The last episode of The Amazing Race brought us back to life as we used to know it and how much of the world still knows it. The contestants walked, rode elephants, took the bus, hitch-hiked, and rode in taxi cabs. They took notes on simple notepads to remember the placement of figures on temple replicas and they asked pedestrians and office workers for directions just by stopping them on the streets. The twins, Liz and Marie, even convinced two separate cab drivers to give them a ride for free when they ran out of money.
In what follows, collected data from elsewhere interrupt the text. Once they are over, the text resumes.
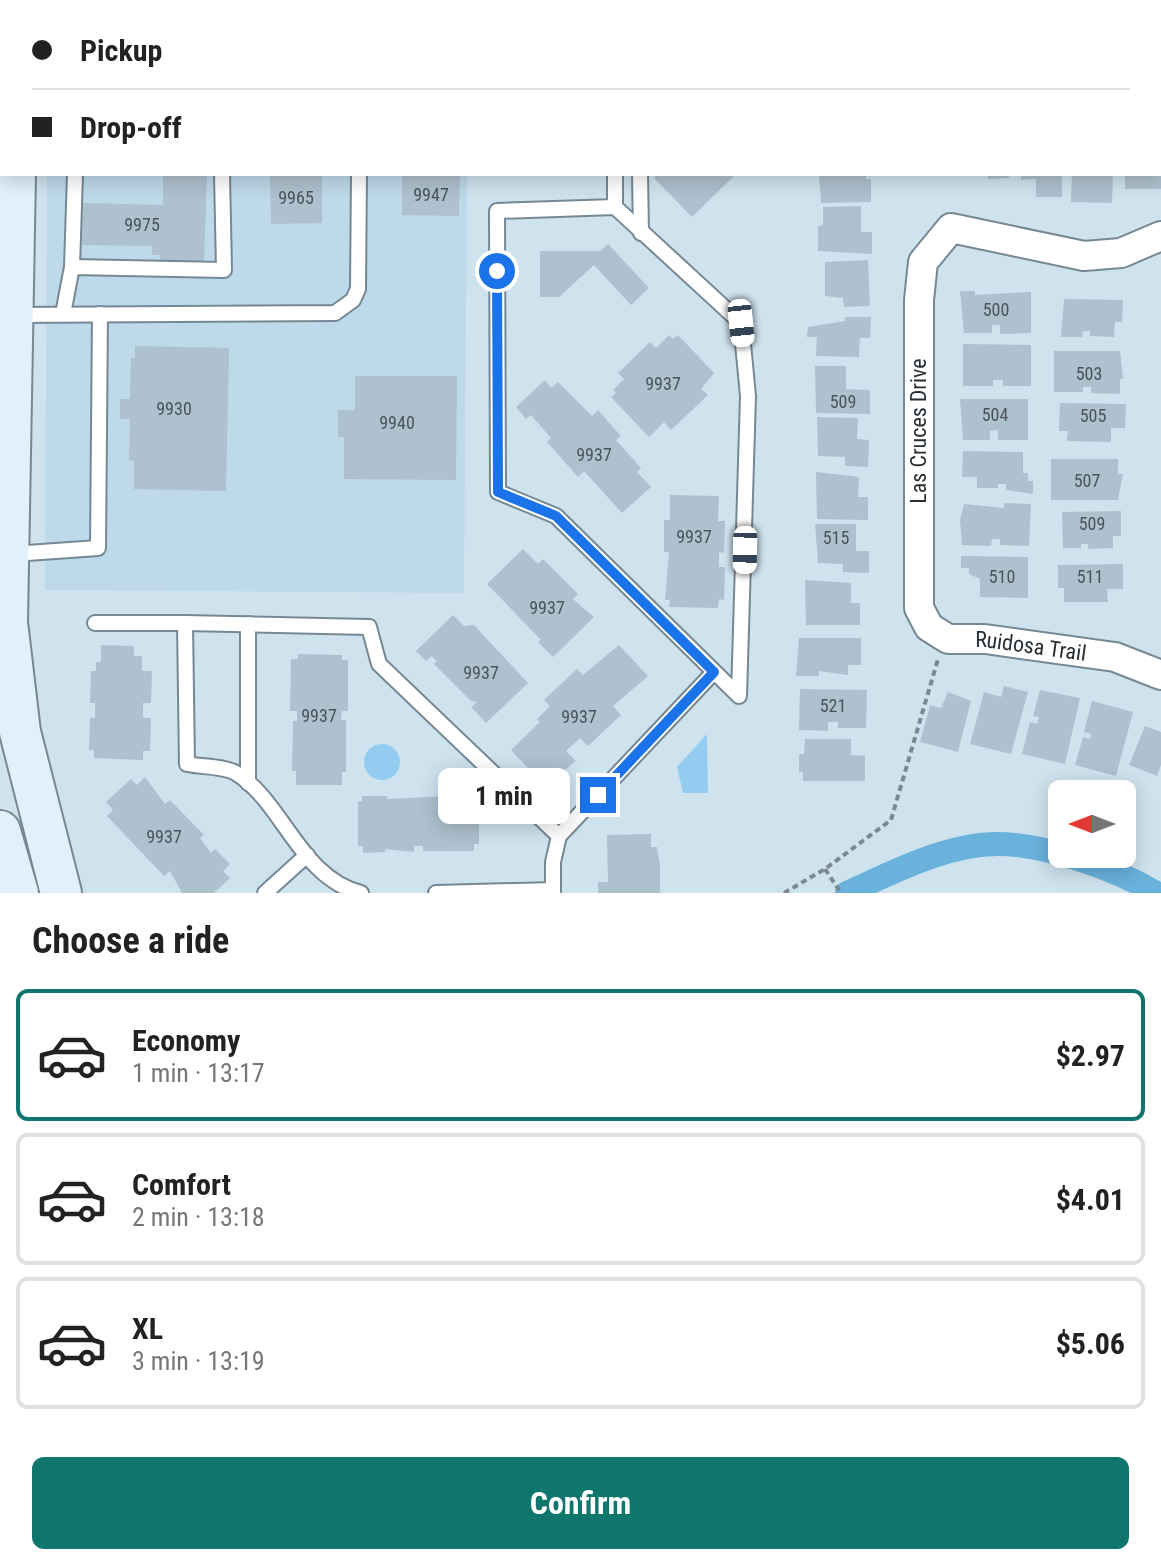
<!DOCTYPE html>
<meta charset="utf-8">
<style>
:root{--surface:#fff;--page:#f6f6f6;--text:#222;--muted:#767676;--line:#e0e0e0;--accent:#0f766e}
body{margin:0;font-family:"Roboto Condensed",sans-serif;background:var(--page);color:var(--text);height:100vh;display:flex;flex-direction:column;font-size:30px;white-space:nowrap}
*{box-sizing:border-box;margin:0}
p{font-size:26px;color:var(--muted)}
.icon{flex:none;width:44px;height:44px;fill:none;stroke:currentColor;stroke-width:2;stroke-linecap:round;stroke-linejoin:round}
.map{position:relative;height:893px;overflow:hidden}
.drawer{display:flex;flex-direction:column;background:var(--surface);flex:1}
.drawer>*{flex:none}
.top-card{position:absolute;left:0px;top:0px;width:1162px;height:176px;box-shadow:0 4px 20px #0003;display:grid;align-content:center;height:176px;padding:0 32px;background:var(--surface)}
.needle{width:52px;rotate:270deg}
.fabs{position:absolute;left:1048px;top:780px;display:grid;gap:16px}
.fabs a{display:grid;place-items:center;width:88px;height:88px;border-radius:12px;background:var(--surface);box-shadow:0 4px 20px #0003;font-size:40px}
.end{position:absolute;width:36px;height:36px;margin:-18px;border:10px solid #1a73e8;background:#fff;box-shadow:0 0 0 4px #fff}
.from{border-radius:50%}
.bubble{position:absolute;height:56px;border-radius:12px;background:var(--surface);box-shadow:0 4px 20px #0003;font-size:26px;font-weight:700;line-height:56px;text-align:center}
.car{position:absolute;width:24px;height:48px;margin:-24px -12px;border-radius:10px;box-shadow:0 0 6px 2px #0007;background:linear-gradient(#fff 24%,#345 0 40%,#fff 0 76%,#345 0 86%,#fff 0)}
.top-card b{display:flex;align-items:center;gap:28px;height:76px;font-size:30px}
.top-card b+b{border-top:2px solid var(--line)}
.top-card i{width:20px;height:20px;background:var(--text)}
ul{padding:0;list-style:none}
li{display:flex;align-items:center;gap:24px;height:132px;margin:0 16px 12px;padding:0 16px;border:4px solid var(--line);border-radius:12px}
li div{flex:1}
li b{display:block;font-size:30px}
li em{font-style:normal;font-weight:700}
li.on{border-color:var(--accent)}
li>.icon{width:72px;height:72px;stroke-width:1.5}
h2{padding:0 32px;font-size:36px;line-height:96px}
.button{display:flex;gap:16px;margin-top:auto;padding:16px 32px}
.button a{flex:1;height:92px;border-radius:12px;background:var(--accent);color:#fff;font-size:32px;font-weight:700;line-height:92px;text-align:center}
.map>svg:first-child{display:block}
</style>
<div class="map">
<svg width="1161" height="893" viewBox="0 0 1161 893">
<rect width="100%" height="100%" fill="#cfe3ef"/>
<path fill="#bed9ea" d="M47,174H467L464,593L45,590Z"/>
<g fill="#93ccf0">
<path d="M707,734L708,793H683L677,767Z"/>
<circle cx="382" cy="762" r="18"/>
</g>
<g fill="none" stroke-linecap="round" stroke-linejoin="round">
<path stroke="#69b2dc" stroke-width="24" d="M847,893C894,872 946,844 998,844C1045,844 1116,869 1156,893"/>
</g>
<g fill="#aec1ce">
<path d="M163,174H207L204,262L160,261V255H152V246L80,245L81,203L163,205Z"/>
<path d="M270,174H322V223L271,224Z"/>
<path d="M402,174H460L459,216L402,215Z"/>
<path d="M659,174H736L692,217L654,178Z"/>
<path d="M819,174H866V179H871V202L821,203Z"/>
<path d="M987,174H1009V178L988,179Z"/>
<path d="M1021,174H1062V197H1036V179L1021,180Z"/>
<path d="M1072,174H1113L1112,203L1071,202Z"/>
<rect x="1125" y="174" width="36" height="15"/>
<path d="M861,206V232H872V254L818,251V226L823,225V207Z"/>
<path d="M608,244L649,288L631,305L594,265L559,297H540V251H600Z"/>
<path d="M868,260L870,306L844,307L843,298L825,296V262Z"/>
<path d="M960,291H975V295L1031,292V333L1000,334V325H992V333H964Z"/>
<path d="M1064,299L1123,300L1122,322H1115L1114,337L1090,336V331H1083L1082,337H1061Z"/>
<path d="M845,317H871L870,338H860L859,357L816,356L817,337H807L808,327L845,321Z"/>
<path d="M669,335L673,339L678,335L714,373L701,389L708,395L671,430L664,422L649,437L611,397L616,393L613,390L624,379L618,373L650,342L656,348Z"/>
<path d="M963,344L1031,345V386H1003V380H993V386H963Z"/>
<path d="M135,346L229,348L226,491L134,489V461L129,460L130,419H120V399H130L131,358H135Z"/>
<path d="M1054,351H1120L1123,379H1120V394L1091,393V387H1083V392H1054Z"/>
<path d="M815,366H846V389L870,390V414L816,413Z"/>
<path d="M355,376H457L456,480L344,479V437H338V410H355Z"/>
<path d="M545,380L551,388L558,382L592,416L598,410L621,436L616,440L641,468L637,472L651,487L622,513L584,471L578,477L547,442L551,438L531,415L526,419L516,407Z"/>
<path d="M960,399H1028V440H998V430L990,431V440H963Z"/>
<path d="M1060,403L1126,404L1125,428H1111V442L1067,441L1068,431H1059Z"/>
<path d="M817,417L858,418L857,439L869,440L868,467L845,466V457L818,456Z"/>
<path d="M963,451L1023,452V473H1028V481H1033V494L1006,490V484H998V488H977V477H962Z"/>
<path d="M1051,459H1118V474H1123L1118,500H1051Z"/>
<path d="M816,472L859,477L858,497H868V520L817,519Z"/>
<path d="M670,495L719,496L718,521H725L724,553L719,552V567H725L724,600L719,599L718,608L669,607L670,600H665L669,552H664V520H670Z"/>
<path d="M1004,503L1031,504L1029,546L1000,545V539H992L991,546L962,545L960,520L964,504L1004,508Z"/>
<path d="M1121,511V536H1113V548L1088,549V544H1081V548H1063L1062,512Z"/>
<path d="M815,524H856V551H869V573L843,572V564L818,563Z"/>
<path d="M523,549L538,564L543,559L578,594L573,599L594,617L553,657L538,642L541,640L487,584Z"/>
<path d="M961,556L1028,557V598L980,597V579L969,574V568H961Z"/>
<path d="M1123,564V589H1107L1108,602H1064V588H1058V565Z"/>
<path d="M805,580L851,583V603H860V625H806Z"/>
<path d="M453,615L464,626L474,625L528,683L486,723L471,707L477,702L471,701L434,664L437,661L431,656L426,661L416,651Z"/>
<path d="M799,638H861V665H848V675L819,671V676H796Z"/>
<path d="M101,645L134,646V656H142V671H152L151,703H143V718H151L150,751H143V760L94,758V750H89L90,718H95V703H90L91,671H96V662H101Z"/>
<path d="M619,645L648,676L613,706L621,715L588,746L580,738L566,751L576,761L545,786L511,750L540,722L537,719L550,706L544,700L577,669L583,675Z"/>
<path d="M298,654L342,655V660H348V711H342L341,720H346V772H342V785H296V771H292L293,721H297V711H290L291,659H298Z"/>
<path d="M1004,686L1028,692L1011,754L970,744L984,692L1001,697Z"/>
<path d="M800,689L867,690L866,728H838V722H828V731L799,730Z"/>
<path d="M1040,690L1080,698L1065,764L1022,754L1030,722L1037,724L1039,717L1033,716Z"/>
<path d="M948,692L971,701L958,752L920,742L930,705L941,708Z"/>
<path d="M1092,701L1133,712L1116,776L1075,765L1083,737L1090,739L1091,734L1084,732Z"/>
<path d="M1145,726L1161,732V765L1157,776L1129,765Z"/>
<path d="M805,739H851V755L865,756V781H803V772H799V754H804Z"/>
<path d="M145,777L165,804L170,800L204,835L200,838L211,853L215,849L230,864L223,871L230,878L214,893H182L170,871L164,876L107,816L113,810L106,802L131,779L137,785Z"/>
<path d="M452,795H474V802H479V844H474V851H423V846H414V852L385,849V852L363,853V846H358V801H362V796H387V799L446,796V799H452Z"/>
<path d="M651,834V847H657L660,865V893H598V882H608L607,835Z"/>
</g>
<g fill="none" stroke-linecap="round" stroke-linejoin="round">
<defs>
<g id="lane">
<path d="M650,2V0"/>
<path d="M615,174V207L741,323L748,396L739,696L556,516L498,492L497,211L615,207"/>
<path d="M640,174L641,233"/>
<path d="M72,267L75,174"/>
<path d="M63,314L72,267L224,270L222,174"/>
<path d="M13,315L335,313L353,300L358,289L359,174"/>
<path d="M13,554L98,548L100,314"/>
<path d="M95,623H185L187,764C202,767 224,766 236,773C283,802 300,878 361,893"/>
<path d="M185,623L369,627L379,664L559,836"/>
<path d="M248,624V783"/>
<path d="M265,893L307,855"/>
<path d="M436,893L553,890"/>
<path d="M553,893V862L559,836L714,672"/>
</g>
<g id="street">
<path id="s1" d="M1161,236L1121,253L1084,256L951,228L923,262L919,300V608L929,627L948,639H985L1115,657L1161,675"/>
</g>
<g id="secondary">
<path d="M19,2V0"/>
<path d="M0,38H2"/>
<path d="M1160,46H1161"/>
<path d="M15,174L7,622L20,732L61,893"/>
<path d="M0,831L18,893"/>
</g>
</defs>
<use href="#lane" stroke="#768894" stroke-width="18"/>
<use href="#street" stroke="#768894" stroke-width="32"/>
<use href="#secondary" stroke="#768894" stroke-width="44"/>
<g stroke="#7c8992" stroke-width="4" stroke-dasharray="6 4" stroke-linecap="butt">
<path d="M825,869L841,893"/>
<path d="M784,893L825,869L891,820L938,659"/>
</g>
<use href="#lane" stroke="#fff" stroke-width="14"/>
<use href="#street" stroke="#fff" stroke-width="28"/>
<use href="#secondary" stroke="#e1f0fa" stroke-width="40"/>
</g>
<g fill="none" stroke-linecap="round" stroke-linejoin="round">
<path stroke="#1a73e8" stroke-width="10" d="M497,271L498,492L556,516L714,672L598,795"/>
</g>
<g text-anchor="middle" stroke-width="7" stroke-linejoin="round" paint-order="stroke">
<g font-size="18" fill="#4a545a">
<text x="431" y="201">9947</text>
<text x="296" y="204">9965</text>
<text x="142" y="231">9975</text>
<text x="996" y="316">500</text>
<text x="1089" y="380">503</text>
<text x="663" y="390">9937</text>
<text x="843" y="408">509</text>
<text x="174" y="415">9930</text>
<text x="995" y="421">504</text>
<text x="1093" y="422">505</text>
<text x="397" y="429">9940</text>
<text x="594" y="461">9937</text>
<text x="1087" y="487">507</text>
<text x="1092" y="530">509</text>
<text x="694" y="543">9937</text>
<text x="836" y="544">515</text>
<text x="1002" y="583">510</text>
<text x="1090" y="583">511</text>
<text x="547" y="614">9937</text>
<text x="481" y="679">9937</text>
<text x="833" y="712">521</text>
<text x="319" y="722">9937</text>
<text x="579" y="723">9937</text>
<text x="164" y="843">9937</text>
</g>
<g font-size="22" fill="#282f34" stroke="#fff">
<text transform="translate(918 431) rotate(-90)" y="8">Las Cruces Drive</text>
<text dy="8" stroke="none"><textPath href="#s1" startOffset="734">Ruidosa Trail</textPath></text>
</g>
</g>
</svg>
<div class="fabs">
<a><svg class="needle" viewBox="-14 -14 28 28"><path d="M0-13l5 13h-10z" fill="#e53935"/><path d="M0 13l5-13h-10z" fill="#767676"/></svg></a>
</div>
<i class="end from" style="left:497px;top:271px"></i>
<i class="end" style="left:598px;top:795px"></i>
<div class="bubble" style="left:438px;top:768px;width:132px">1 min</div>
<i class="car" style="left:741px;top:323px;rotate:174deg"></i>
<i class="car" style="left:745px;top:550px;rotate:181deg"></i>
<div class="top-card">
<b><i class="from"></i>Pickup</b>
<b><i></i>Drop-off</b>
</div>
</div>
<section class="drawer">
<h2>Choose a ride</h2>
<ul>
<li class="on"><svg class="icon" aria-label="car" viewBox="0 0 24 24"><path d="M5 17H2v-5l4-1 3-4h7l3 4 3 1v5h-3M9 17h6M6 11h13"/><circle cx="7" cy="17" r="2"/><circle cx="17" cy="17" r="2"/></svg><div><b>Economy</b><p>1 min · 13:17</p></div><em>$2.97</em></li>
<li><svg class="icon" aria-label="car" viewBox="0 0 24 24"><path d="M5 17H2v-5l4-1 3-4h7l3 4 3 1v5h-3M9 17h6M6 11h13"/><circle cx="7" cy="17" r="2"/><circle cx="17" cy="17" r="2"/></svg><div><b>Comfort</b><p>2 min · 13:18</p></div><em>$4.01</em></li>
<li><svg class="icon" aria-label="car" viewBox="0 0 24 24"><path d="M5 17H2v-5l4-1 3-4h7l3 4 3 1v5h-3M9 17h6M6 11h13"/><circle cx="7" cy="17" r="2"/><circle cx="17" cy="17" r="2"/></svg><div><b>XL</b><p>3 min · 13:19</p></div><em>$5.06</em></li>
</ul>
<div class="button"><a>Confirm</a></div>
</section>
In essence, they hitch-hiked in Bangkok, Thailand.
All of this 'back to basics' reminded me of a trip I took to India, Nepal, and Bangladesh with a U.S. delegation tasked by the White House to find ways to reduce the trafficking of women and children in that region. As an envoy for the U.S. government, we traveled in Land Rovers driven by well-trained drivers. Each time we stopped at a police controlled traffic signal, we would see the line of traffic that appears nothing like what we see in the U.S.. Instead of a line of cars waiting for the green, we saw a line of 'vehicles' consisting of horse-drawn carriages, air-conditioned Mercedes, ox-drawn carts, passenger buses, bicycles, and rickshaws, all waiting for the policeman to blow the whistle.
It was a stark reminder of how in America we shed the old when we adopt the new. We do it in all sorts of ways from new cars to new iPhones. In fact, Steve Jobs' creative genius put this 'out with old, in with the new' consumer buying habit on steroids. With every new iPhone release, lines form around Apple stores with folks willing to spend hundreds of dollars just to get the latest gadget the minute it hits the market.
And yet, for some reason this phenomenon hasn't traversed to the other side of the world. In many other countries, we see the adoption of the new being intertwined with the retention of the old -- the old of hundreds of years ago. Placed in this setting, our Amazing Race contestants did just fine even though they were forced into using tools of a world they no longer live in -- a world full of GPS devices, Google maps, cell phones, iPads, and iPhones. And most importantly, they did it with a sense of patience.
Is it possible that our quick to consume society is starting to replace a time of thoughtful relaxation?